**Required action**
Copy out the lines below that hold the word "shadow".

**Data supplied**
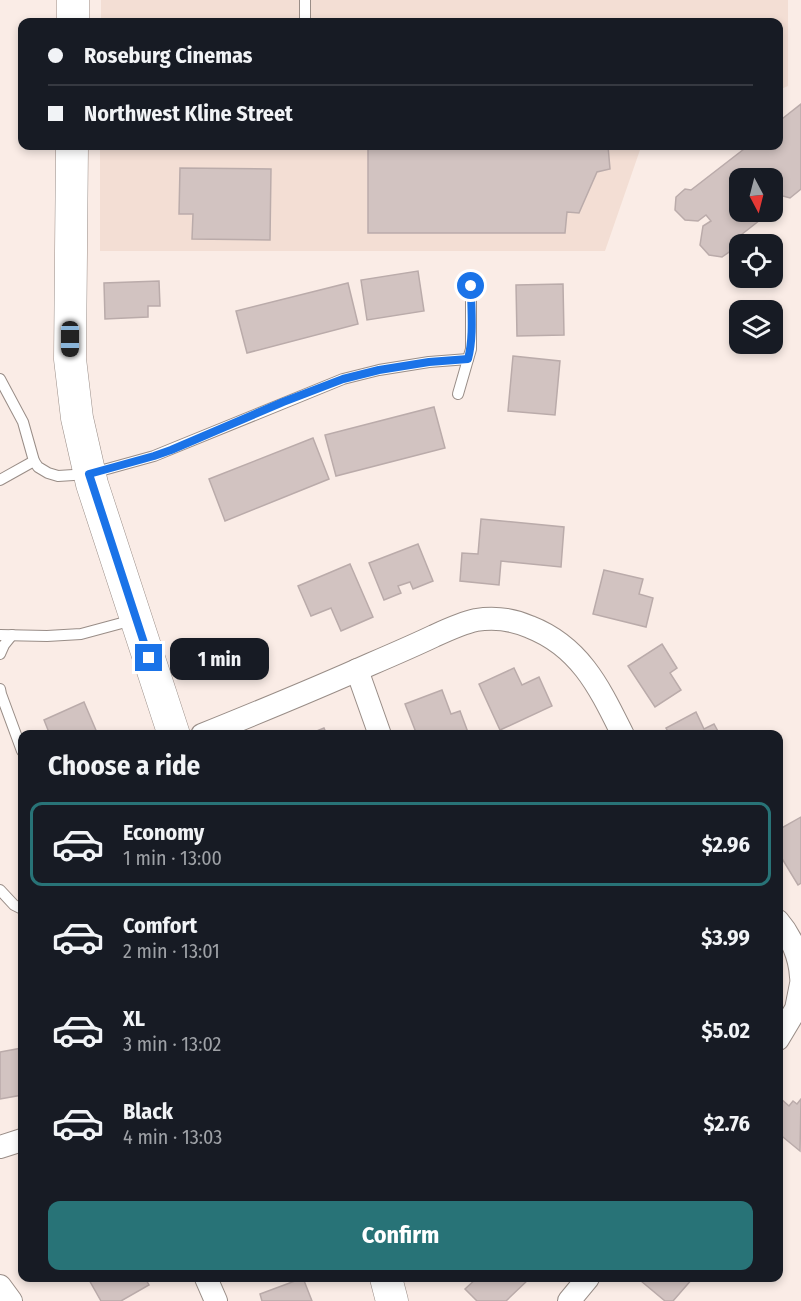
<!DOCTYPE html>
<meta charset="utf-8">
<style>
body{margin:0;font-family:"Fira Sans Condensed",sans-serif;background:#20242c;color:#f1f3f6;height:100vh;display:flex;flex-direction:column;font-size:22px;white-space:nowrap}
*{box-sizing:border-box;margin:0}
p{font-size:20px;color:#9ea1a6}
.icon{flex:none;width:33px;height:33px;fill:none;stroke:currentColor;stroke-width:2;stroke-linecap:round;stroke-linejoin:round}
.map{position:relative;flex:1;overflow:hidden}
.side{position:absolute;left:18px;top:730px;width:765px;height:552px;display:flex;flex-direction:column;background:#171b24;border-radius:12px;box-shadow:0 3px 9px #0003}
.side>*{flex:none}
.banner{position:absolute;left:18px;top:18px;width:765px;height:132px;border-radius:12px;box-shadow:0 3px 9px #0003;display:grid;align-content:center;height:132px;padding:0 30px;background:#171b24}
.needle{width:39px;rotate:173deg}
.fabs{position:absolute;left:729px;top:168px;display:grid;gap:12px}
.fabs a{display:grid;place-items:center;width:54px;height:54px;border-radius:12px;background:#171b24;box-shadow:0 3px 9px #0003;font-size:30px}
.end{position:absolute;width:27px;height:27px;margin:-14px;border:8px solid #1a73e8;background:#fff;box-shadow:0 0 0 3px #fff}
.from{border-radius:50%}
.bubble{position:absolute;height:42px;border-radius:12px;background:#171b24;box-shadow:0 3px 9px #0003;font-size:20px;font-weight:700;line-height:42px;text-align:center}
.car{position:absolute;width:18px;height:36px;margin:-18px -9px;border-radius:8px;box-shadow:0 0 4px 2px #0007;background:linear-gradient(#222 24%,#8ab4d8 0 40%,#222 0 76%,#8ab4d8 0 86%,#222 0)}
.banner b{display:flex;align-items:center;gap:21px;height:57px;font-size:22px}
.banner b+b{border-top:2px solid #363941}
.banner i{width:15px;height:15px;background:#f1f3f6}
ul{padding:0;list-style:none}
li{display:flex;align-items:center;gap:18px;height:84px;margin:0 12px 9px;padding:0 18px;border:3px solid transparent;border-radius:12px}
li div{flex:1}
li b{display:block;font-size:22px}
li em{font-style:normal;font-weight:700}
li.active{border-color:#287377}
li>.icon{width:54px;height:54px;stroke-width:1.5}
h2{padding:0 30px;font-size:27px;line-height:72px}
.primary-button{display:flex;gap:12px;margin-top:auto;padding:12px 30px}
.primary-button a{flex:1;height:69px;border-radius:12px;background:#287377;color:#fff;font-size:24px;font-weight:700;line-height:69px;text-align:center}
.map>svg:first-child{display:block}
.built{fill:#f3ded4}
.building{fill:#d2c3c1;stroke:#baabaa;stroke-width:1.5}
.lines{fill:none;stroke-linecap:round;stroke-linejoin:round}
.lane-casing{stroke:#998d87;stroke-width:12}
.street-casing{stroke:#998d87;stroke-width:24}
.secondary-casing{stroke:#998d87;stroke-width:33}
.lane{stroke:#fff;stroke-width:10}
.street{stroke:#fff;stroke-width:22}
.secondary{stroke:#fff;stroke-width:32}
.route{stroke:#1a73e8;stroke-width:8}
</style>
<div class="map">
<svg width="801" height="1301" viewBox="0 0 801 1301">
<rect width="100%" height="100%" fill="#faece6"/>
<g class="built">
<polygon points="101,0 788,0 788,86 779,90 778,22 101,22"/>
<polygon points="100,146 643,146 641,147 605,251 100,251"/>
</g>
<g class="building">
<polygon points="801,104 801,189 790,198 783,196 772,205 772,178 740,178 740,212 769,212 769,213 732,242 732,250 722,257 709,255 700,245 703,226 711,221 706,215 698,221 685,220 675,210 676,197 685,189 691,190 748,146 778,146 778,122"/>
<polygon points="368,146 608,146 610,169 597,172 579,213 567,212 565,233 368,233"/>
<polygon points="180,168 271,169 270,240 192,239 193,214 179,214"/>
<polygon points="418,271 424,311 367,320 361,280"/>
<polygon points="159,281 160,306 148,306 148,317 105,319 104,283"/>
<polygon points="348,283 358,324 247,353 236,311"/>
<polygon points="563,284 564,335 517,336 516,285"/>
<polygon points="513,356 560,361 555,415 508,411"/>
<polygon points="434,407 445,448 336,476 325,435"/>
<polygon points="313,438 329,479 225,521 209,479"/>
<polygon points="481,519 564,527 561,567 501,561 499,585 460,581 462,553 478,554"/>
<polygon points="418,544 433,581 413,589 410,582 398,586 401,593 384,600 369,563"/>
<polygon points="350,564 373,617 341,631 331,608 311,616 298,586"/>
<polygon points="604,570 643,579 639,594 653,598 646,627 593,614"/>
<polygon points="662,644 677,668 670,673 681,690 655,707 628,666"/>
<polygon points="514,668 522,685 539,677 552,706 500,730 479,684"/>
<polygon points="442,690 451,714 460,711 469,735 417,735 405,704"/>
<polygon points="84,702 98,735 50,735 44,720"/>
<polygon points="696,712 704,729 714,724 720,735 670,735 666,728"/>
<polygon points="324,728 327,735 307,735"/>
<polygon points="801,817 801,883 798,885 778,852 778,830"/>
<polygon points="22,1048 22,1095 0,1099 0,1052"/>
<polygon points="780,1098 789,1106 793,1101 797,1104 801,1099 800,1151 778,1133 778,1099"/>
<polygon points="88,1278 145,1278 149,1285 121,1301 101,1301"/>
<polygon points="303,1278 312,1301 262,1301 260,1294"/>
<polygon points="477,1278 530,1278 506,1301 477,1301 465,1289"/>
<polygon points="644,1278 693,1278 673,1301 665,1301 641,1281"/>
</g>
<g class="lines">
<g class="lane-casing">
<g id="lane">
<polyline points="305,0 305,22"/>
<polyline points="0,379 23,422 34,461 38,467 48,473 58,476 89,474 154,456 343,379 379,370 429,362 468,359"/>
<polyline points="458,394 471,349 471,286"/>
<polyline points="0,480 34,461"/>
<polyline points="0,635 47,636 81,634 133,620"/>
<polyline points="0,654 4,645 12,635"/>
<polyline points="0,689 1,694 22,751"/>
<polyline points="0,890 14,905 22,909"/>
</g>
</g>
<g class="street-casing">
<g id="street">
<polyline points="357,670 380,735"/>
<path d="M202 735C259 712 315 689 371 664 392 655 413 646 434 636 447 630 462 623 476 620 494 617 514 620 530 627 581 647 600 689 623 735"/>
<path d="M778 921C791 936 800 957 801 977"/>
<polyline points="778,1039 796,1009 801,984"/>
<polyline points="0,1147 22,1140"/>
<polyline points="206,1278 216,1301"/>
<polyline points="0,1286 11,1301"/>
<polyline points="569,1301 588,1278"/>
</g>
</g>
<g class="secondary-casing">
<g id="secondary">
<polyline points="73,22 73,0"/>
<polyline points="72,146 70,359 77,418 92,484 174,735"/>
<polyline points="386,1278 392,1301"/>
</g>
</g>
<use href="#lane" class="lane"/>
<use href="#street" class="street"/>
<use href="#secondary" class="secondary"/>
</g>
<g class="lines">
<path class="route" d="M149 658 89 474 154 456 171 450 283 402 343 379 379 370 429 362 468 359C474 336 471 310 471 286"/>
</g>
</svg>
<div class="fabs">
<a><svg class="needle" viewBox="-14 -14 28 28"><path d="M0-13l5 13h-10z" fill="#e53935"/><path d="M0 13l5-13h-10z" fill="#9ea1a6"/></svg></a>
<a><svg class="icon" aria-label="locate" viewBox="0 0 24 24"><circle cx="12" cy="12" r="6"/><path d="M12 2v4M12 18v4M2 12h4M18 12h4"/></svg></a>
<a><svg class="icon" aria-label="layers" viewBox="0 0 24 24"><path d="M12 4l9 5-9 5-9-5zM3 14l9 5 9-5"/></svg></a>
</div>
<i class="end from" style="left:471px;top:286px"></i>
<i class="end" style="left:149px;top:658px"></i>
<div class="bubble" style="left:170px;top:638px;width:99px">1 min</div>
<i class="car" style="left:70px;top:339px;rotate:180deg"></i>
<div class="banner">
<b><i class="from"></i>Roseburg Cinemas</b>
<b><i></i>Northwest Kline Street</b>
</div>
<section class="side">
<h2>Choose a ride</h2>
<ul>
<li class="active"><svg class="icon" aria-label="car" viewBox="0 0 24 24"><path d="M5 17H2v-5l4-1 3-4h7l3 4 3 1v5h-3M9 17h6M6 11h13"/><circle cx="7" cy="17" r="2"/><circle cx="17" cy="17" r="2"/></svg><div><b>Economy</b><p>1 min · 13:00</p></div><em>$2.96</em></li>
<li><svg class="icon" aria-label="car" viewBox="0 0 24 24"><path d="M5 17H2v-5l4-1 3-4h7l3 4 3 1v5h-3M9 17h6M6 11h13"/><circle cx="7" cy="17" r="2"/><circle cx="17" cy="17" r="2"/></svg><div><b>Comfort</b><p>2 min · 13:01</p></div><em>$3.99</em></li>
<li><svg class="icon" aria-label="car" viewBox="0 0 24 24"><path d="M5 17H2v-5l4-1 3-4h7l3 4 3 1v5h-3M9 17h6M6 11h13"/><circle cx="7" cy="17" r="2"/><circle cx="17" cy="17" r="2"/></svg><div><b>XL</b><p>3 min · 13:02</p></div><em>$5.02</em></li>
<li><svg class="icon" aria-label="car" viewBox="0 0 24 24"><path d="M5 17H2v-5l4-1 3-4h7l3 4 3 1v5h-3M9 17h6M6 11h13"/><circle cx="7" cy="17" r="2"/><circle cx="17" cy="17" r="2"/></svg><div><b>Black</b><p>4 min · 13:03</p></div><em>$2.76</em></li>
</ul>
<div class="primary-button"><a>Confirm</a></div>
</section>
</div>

**The answer**
.side{position:absolute;left:18px;top:730px;width:765px;height:552px;display:flex;flex-direction:column;background:#171b24;border-radius:12px;box-shadow:0 3px 9px #0003}
.banner{position:absolute;left:18px;top:18px;width:765px;height:132px;border-radius:12px;box-shadow:0 3px 9px #0003;display:grid;align-content:center;height:132px;padding:0 30px;background:#171b24}
.fabs a{display:grid;place-items:center;width:54px;height:54px;border-radius:12px;background:#171b24;box-shadow:0 3px 9px #0003;font-size:30px}
.end{position:absolute;width:27px;height:27px;margin:-14px;border:8px solid #1a73e8;background:#fff;box-shadow:0 0 0 3px #fff}
.bubble{position:absolute;height:42px;border-radius:12px;background:#171b24;box-shadow:0 3px 9px #0003;font-size:20px;font-weight:700;line-height:42px;text-align:center}
.car{position:absolute;width:18px;height:36px;margin:-18px -9px;border-radius:8px;box-shadow:0 0 4px 2px #0007;background:linear-gradient(#222 24%,#8ab4d8 0 40%,#222 0 76%,#8ab4d8 0 86%,#222 0)}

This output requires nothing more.